[Stored data entries]
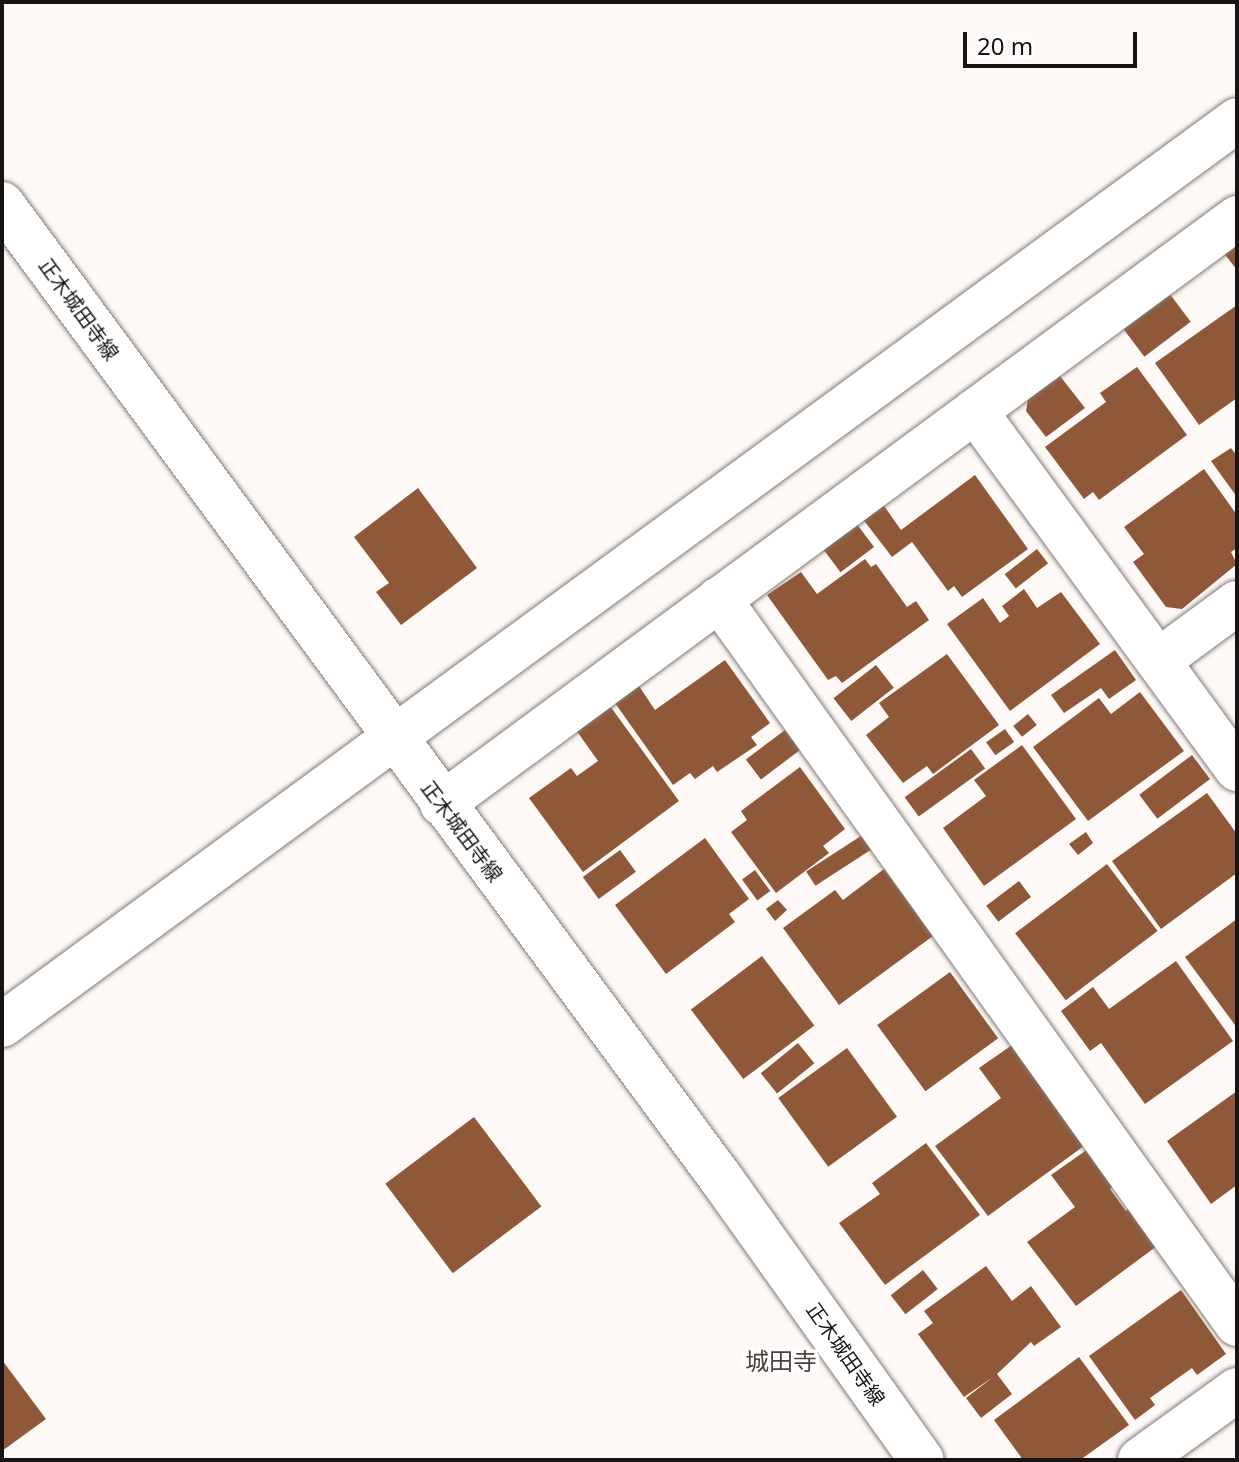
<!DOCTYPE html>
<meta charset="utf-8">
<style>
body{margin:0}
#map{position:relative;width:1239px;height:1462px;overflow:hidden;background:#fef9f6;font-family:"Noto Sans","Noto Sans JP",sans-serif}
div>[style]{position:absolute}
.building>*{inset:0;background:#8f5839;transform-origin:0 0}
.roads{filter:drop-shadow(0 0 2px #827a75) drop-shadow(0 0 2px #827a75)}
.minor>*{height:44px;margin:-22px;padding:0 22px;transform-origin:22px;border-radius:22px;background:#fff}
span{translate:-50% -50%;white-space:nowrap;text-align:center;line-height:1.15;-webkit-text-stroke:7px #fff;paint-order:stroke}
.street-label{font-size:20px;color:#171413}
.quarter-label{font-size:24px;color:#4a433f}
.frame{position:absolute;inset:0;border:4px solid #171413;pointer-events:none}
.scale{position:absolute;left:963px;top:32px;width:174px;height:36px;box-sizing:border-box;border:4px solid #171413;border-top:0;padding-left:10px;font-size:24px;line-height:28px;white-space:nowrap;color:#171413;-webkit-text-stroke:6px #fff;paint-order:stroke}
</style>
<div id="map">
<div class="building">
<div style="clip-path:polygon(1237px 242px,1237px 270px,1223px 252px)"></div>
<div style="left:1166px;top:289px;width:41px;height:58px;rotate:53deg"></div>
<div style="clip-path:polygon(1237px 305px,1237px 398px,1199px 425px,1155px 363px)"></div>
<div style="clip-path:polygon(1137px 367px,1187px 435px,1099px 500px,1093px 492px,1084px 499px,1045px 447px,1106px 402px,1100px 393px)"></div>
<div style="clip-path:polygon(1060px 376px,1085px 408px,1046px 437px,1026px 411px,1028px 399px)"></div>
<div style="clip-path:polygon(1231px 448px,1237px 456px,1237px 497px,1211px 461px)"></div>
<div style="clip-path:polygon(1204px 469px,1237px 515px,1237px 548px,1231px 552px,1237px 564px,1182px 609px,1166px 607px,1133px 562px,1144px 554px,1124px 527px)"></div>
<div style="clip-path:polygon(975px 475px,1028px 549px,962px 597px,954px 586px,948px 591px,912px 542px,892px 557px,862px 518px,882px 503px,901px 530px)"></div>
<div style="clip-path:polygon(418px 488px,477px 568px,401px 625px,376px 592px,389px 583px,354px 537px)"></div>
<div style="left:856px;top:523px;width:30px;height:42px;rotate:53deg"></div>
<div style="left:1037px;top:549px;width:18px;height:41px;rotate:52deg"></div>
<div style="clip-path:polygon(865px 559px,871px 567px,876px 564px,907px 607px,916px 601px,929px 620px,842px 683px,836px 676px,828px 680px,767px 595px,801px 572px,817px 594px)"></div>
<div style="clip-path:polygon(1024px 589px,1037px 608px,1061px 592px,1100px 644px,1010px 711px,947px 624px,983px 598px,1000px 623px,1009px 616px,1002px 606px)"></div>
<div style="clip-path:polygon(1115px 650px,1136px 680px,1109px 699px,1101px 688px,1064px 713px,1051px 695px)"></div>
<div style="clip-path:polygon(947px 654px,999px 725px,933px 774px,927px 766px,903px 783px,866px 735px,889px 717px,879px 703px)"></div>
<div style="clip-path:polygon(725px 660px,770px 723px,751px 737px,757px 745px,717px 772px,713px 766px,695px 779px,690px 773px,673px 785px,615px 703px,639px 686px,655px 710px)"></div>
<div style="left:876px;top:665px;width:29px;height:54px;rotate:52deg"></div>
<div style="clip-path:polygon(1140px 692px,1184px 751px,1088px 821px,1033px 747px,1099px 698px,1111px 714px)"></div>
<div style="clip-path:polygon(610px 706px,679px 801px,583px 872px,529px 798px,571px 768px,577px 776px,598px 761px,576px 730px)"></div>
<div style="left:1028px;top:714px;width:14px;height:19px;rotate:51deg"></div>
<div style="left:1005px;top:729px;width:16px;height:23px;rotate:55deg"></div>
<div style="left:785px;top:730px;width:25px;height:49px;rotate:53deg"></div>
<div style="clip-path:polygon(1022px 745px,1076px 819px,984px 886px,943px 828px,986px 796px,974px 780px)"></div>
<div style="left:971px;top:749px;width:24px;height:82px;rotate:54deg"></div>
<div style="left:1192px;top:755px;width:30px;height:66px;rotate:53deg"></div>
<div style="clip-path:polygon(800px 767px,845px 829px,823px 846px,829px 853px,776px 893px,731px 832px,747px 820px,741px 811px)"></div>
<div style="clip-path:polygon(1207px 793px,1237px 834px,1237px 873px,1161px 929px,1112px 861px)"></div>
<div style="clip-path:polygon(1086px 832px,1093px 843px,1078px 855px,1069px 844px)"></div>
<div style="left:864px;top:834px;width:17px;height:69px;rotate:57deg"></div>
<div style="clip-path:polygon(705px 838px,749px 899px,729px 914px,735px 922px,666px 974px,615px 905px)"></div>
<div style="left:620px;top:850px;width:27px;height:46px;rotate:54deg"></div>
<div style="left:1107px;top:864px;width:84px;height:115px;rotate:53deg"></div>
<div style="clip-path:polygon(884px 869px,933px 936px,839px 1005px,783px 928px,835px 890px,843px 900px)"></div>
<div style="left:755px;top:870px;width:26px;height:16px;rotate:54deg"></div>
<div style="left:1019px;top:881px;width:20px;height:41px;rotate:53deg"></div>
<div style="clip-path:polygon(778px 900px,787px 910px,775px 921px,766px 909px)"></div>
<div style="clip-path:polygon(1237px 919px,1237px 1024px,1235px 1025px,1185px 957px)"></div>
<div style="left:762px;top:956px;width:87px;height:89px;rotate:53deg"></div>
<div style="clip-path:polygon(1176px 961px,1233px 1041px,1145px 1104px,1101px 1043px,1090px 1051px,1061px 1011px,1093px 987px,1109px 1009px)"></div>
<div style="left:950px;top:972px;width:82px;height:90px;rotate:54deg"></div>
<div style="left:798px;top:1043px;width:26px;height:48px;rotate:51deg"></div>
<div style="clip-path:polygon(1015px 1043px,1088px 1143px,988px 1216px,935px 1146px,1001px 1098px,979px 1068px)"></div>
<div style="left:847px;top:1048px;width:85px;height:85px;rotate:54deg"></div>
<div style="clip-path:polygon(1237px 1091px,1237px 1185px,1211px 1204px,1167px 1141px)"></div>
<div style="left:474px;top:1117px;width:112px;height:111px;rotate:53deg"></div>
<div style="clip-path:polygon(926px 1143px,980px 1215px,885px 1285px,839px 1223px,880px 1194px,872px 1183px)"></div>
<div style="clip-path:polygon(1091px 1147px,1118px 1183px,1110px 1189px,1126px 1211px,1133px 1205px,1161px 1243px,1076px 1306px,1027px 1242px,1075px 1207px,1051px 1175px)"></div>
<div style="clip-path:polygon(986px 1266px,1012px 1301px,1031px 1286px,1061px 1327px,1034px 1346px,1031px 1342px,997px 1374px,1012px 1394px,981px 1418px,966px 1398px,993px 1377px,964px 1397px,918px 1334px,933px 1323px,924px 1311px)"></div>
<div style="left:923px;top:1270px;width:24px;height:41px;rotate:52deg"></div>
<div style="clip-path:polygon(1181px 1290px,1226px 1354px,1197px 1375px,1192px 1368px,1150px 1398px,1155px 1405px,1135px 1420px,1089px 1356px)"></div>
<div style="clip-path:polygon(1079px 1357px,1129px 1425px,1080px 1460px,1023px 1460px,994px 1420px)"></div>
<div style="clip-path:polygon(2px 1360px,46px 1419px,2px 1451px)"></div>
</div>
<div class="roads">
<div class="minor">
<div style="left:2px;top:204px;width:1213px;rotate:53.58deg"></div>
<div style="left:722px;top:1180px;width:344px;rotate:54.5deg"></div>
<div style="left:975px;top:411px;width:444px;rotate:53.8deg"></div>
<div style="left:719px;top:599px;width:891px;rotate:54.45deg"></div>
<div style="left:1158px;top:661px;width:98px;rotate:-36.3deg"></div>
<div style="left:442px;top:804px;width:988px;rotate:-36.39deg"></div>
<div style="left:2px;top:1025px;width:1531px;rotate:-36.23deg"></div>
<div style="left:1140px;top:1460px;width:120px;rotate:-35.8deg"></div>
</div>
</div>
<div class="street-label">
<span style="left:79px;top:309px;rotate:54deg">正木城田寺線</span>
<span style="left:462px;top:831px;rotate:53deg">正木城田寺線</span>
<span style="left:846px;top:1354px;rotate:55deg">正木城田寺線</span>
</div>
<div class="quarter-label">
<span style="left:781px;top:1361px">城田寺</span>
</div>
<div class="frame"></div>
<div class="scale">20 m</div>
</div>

- _Assigned task_: Repeat word for word the lines above, from the first entry through the line containing "2px #827a75) drop-shadow(0", with both ends kept and the pictures dropped.

- _Result_:
<!DOCTYPE html>
<meta charset="utf-8">
<style>
body{margin:0}
#map{position:relative;width:1239px;height:1462px;overflow:hidden;background:#fef9f6;font-family:"Noto Sans","Noto Sans JP",sans-serif}
div>[style]{position:absolute}
.building>*{inset:0;background:#8f5839;transform-origin:0 0}
.roads{filter:drop-shadow(0 0 2px #827a75) drop-shadow(0 0 2px #827a75)}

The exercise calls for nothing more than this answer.